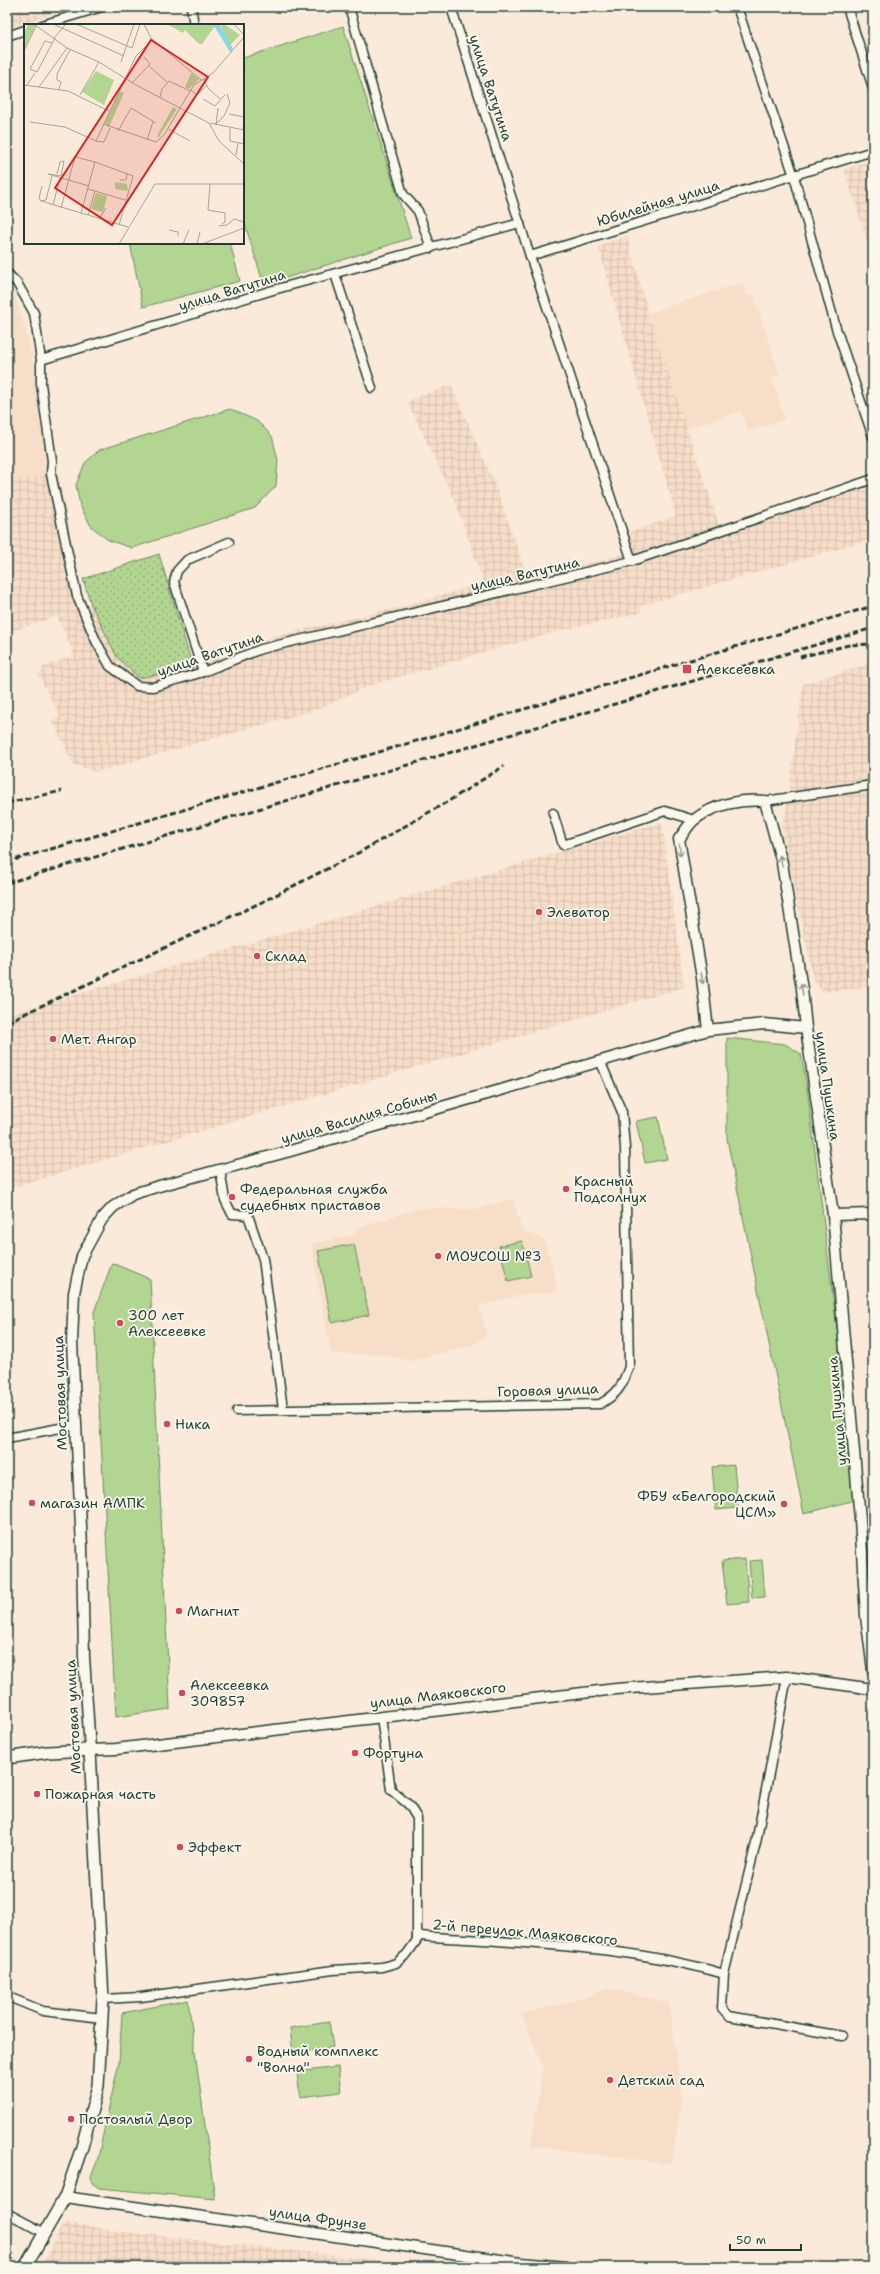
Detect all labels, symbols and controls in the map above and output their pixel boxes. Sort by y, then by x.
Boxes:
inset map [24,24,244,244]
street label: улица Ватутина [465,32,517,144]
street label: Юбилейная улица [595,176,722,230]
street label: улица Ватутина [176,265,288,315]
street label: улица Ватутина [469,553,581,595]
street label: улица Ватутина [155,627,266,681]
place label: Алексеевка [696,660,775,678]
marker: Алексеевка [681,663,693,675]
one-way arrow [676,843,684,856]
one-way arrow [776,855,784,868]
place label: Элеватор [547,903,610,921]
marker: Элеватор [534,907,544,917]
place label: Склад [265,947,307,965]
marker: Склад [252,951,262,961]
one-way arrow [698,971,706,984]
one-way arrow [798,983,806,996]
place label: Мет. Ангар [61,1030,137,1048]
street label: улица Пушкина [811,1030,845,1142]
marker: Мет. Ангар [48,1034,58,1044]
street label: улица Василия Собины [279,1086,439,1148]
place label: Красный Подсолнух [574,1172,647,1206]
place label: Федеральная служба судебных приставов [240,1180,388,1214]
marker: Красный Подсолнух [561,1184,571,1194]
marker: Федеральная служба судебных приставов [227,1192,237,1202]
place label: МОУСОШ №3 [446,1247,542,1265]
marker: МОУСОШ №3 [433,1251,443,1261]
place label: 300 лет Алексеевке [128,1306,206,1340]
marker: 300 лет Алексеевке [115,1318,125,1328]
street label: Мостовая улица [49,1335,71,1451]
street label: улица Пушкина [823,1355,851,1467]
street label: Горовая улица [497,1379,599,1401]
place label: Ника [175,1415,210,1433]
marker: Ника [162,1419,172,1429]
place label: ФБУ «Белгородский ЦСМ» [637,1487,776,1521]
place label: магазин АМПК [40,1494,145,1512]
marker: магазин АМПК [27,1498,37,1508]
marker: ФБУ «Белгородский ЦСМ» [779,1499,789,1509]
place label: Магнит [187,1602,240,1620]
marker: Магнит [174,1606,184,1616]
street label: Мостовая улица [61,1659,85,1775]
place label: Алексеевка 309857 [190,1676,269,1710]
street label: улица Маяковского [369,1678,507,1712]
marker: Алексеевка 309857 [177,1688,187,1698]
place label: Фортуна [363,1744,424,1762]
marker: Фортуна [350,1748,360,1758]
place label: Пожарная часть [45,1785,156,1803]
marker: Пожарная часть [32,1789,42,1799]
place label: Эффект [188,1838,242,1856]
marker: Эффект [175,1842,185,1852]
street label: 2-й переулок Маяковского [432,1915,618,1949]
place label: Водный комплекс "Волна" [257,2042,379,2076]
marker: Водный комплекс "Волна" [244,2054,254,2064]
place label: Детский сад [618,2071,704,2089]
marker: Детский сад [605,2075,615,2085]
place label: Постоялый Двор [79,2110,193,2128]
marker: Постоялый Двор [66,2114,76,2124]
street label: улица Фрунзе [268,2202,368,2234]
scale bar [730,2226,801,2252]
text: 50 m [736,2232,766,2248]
* * *
Without changing a word, transcribe all of the data and omit its images.

• _WORKED SOLUTION_:
Detect all labels, symbols and controls in the map above and output their pixel boxes. Sort by y, then by x.
Boxes:
inset map [24,24,244,244]
street label: улица Ватутина [465,32,517,144]
street label: Юбилейная улица [595,176,722,230]
street label: улица Ватутина [176,265,288,315]
street label: улица Ватутина [469,553,581,595]
street label: улица Ватутина [155,627,266,681]
place label: Алексеевка [696,660,775,678]
marker: Алексеевка [681,663,693,675]
one-way arrow [676,843,684,856]
one-way arrow [776,855,784,868]
place label: Элеватор [547,903,610,921]
marker: Элеватор [534,907,544,917]
place label: Склад [265,947,307,965]
marker: Склад [252,951,262,961]
one-way arrow [698,971,706,984]
one-way arrow [798,983,806,996]
place label: Мет. Ангар [61,1030,137,1048]
street label: улица Пушкина [811,1030,845,1142]
marker: Мет. Ангар [48,1034,58,1044]
street label: улица Василия Собины [279,1086,439,1148]
place label: Красный Подсолнух [574,1172,647,1206]
place label: Федеральная служба судебных приставов [240,1180,388,1214]
marker: Красный Подсолнух [561,1184,571,1194]
marker: Федеральная служба судебных приставов [227,1192,237,1202]
place label: МОУСОШ №3 [446,1247,542,1265]
marker: МОУСОШ №3 [433,1251,443,1261]
place label: 300 лет Алексеевке [128,1306,206,1340]
marker: 300 лет Алексеевке [115,1318,125,1328]
street label: Мостовая улица [49,1335,71,1451]
street label: улица Пушкина [823,1355,851,1467]
street label: Горовая улица [497,1379,599,1401]
place label: Ника [175,1415,210,1433]
marker: Ника [162,1419,172,1429]
place label: ФБУ «Белгородский ЦСМ» [637,1487,776,1521]
place label: магазин АМПК [40,1494,145,1512]
marker: магазин АМПК [27,1498,37,1508]
marker: ФБУ «Белгородский ЦСМ» [779,1499,789,1509]
place label: Магнит [187,1602,240,1620]
marker: Магнит [174,1606,184,1616]
street label: Мостовая улица [61,1659,85,1775]
place label: Алексеевка 309857 [190,1676,269,1710]
street label: улица Маяковского [369,1678,507,1712]
marker: Алексеевка 309857 [177,1688,187,1698]
place label: Фортуна [363,1744,424,1762]
marker: Фортуна [350,1748,360,1758]
place label: Пожарная часть [45,1785,156,1803]
marker: Пожарная часть [32,1789,42,1799]
place label: Эффект [188,1838,242,1856]
marker: Эффект [175,1842,185,1852]
street label: 2-й переулок Маяковского [432,1915,618,1949]
place label: Водный комплекс "Волна" [257,2042,379,2076]
marker: Водный комплекс "Волна" [244,2054,254,2064]
place label: Детский сад [618,2071,704,2089]
marker: Детский сад [605,2075,615,2085]
place label: Постоялый Двор [79,2110,193,2128]
marker: Постоялый Двор [66,2114,76,2124]
street label: улица Фрунзе [268,2202,368,2234]
scale bar [730,2226,801,2252]
text: 50 m [736,2232,766,2248]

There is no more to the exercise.